Task statement: Check every line of the records below for the string "labels" and copy the ones that have it.

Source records

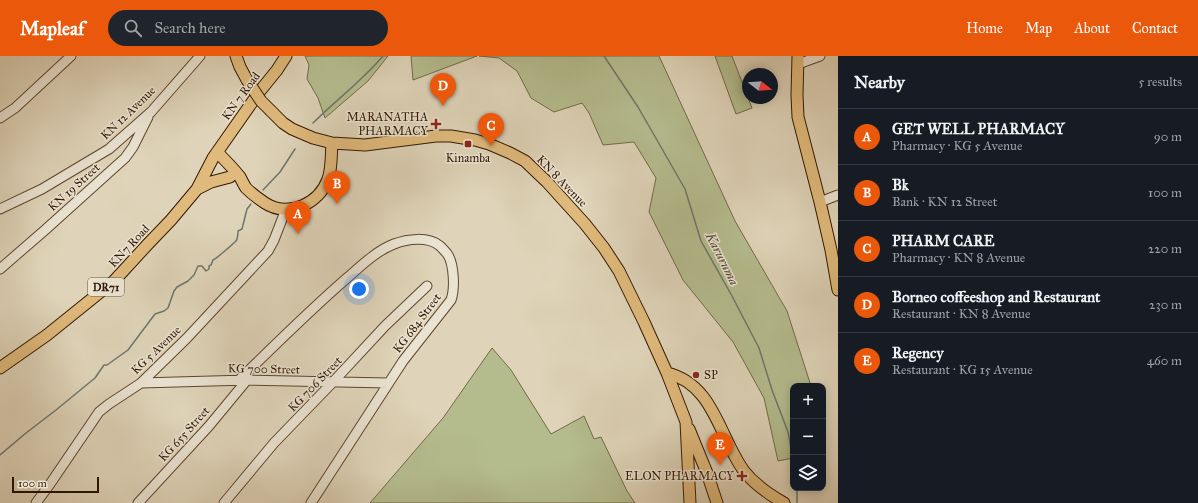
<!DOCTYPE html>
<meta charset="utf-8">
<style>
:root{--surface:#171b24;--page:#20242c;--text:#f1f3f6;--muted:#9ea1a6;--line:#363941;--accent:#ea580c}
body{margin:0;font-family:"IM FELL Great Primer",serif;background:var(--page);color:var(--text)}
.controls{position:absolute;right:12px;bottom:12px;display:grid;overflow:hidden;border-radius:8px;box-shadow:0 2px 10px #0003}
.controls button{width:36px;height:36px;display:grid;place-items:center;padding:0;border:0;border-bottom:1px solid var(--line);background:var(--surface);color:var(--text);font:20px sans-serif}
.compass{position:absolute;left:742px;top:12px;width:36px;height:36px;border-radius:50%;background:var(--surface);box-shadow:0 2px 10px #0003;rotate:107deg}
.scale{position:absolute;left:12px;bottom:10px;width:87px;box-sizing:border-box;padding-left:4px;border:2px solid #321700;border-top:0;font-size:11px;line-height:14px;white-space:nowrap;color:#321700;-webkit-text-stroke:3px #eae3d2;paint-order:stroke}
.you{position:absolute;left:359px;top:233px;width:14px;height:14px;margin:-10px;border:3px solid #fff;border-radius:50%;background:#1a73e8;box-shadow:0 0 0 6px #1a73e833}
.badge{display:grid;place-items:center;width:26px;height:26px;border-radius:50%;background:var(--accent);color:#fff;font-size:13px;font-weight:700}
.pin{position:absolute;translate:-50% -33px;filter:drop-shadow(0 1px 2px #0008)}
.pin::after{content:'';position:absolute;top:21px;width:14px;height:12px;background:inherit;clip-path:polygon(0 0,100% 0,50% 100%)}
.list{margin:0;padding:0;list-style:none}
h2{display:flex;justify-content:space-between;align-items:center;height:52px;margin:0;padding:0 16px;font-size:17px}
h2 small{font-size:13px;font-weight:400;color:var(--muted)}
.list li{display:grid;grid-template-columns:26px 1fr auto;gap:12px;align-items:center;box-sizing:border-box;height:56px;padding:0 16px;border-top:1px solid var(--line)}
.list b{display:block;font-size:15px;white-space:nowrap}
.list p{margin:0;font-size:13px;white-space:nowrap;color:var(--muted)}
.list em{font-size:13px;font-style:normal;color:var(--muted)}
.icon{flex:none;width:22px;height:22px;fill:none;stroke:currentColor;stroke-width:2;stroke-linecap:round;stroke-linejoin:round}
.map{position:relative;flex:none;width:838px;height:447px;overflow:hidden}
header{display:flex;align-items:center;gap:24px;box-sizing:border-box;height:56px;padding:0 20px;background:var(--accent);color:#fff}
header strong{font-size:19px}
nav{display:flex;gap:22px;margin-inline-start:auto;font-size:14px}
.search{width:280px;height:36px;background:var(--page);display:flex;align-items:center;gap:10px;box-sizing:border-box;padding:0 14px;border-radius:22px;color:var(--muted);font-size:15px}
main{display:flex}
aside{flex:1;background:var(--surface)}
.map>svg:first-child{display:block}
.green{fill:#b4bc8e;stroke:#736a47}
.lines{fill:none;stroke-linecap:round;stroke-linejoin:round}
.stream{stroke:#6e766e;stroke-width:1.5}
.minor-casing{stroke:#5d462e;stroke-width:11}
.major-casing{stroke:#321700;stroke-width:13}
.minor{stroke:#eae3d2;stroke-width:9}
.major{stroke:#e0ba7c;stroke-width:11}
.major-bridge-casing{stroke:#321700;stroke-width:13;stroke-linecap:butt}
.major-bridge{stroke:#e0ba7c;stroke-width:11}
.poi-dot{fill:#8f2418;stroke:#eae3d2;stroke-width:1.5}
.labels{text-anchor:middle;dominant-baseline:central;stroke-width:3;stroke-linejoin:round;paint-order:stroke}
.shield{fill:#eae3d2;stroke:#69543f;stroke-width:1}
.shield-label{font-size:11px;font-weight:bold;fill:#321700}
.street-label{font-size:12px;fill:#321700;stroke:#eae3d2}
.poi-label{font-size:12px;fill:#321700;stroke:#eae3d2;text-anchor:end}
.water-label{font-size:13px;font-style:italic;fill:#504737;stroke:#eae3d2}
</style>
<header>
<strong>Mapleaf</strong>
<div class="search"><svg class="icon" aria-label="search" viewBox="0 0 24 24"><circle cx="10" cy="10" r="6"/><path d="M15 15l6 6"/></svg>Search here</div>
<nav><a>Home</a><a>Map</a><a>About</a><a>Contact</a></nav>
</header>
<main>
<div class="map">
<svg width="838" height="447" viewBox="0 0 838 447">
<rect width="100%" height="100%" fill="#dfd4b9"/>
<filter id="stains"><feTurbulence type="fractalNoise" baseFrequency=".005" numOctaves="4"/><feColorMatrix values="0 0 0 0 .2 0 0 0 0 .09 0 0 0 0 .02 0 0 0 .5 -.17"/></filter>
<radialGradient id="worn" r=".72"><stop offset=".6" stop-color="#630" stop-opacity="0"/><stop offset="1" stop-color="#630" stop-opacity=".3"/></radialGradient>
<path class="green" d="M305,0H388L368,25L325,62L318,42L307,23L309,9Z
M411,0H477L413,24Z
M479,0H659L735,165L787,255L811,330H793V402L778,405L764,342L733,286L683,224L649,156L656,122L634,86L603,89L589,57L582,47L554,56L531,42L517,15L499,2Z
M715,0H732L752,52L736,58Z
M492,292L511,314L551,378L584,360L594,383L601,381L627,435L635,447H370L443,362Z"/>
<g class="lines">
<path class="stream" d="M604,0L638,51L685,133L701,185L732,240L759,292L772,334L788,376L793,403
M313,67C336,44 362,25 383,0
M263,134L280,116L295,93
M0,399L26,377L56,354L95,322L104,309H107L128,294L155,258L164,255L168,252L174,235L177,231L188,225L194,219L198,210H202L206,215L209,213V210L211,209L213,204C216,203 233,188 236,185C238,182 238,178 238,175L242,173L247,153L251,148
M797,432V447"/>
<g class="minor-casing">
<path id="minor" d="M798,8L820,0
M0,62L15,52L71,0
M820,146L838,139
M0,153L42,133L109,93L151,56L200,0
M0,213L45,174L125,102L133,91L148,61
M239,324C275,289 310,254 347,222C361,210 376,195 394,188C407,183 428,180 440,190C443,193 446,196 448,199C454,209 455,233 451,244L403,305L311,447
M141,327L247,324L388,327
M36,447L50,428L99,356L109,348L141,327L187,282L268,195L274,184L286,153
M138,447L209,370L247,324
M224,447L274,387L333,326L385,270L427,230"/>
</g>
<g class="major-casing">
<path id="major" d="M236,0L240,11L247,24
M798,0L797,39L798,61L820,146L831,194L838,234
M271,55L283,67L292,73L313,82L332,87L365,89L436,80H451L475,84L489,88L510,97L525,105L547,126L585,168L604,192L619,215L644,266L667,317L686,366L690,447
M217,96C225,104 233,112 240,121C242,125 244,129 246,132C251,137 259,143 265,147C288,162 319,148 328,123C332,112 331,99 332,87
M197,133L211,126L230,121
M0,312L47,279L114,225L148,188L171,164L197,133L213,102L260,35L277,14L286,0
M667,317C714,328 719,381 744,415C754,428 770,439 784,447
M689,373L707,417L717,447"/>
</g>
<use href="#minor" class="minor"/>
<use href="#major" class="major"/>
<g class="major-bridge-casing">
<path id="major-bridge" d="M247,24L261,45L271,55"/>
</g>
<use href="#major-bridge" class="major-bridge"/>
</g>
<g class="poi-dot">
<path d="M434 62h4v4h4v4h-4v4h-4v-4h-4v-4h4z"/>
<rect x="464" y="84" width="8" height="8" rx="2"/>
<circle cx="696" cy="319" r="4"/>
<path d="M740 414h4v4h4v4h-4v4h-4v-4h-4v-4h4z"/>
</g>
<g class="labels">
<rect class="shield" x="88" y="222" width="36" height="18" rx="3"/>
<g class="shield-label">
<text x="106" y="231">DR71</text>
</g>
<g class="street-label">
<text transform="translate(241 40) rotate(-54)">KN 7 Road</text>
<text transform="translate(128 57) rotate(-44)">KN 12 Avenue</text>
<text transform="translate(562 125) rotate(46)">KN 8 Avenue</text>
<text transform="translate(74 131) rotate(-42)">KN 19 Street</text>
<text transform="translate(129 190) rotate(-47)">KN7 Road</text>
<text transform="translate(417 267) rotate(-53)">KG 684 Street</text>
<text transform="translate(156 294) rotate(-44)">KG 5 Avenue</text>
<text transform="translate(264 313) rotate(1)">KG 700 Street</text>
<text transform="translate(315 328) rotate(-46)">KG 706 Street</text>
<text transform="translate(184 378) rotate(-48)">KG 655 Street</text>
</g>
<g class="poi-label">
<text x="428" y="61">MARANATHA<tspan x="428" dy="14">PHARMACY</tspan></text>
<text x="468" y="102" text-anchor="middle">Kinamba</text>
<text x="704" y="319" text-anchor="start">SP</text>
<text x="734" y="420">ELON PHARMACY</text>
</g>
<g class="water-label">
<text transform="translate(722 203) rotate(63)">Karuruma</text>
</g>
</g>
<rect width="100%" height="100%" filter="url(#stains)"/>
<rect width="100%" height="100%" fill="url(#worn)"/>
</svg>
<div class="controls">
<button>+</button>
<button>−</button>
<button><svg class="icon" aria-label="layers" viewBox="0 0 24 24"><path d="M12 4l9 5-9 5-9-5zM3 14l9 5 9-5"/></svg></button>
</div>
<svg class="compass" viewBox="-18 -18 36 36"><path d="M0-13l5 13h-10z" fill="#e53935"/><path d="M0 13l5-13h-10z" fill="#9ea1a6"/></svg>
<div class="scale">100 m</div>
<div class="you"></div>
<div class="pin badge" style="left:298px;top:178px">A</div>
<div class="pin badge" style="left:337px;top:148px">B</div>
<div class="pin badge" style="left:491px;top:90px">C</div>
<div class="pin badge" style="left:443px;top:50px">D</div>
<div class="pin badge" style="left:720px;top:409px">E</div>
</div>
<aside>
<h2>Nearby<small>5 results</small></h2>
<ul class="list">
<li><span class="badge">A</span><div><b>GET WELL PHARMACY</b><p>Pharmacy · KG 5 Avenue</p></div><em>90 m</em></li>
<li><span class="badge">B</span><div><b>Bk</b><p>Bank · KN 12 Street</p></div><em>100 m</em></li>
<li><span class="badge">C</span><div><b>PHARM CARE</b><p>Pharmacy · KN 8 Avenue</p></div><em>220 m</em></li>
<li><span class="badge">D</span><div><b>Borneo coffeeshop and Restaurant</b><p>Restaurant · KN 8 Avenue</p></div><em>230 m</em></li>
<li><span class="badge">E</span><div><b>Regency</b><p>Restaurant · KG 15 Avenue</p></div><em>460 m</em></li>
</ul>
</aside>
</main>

Exercise response:
.labels{text-anchor:middle;dominant-baseline:central;stroke-width:3;stroke-linejoin:round;paint-order:stroke}
<g class="labels">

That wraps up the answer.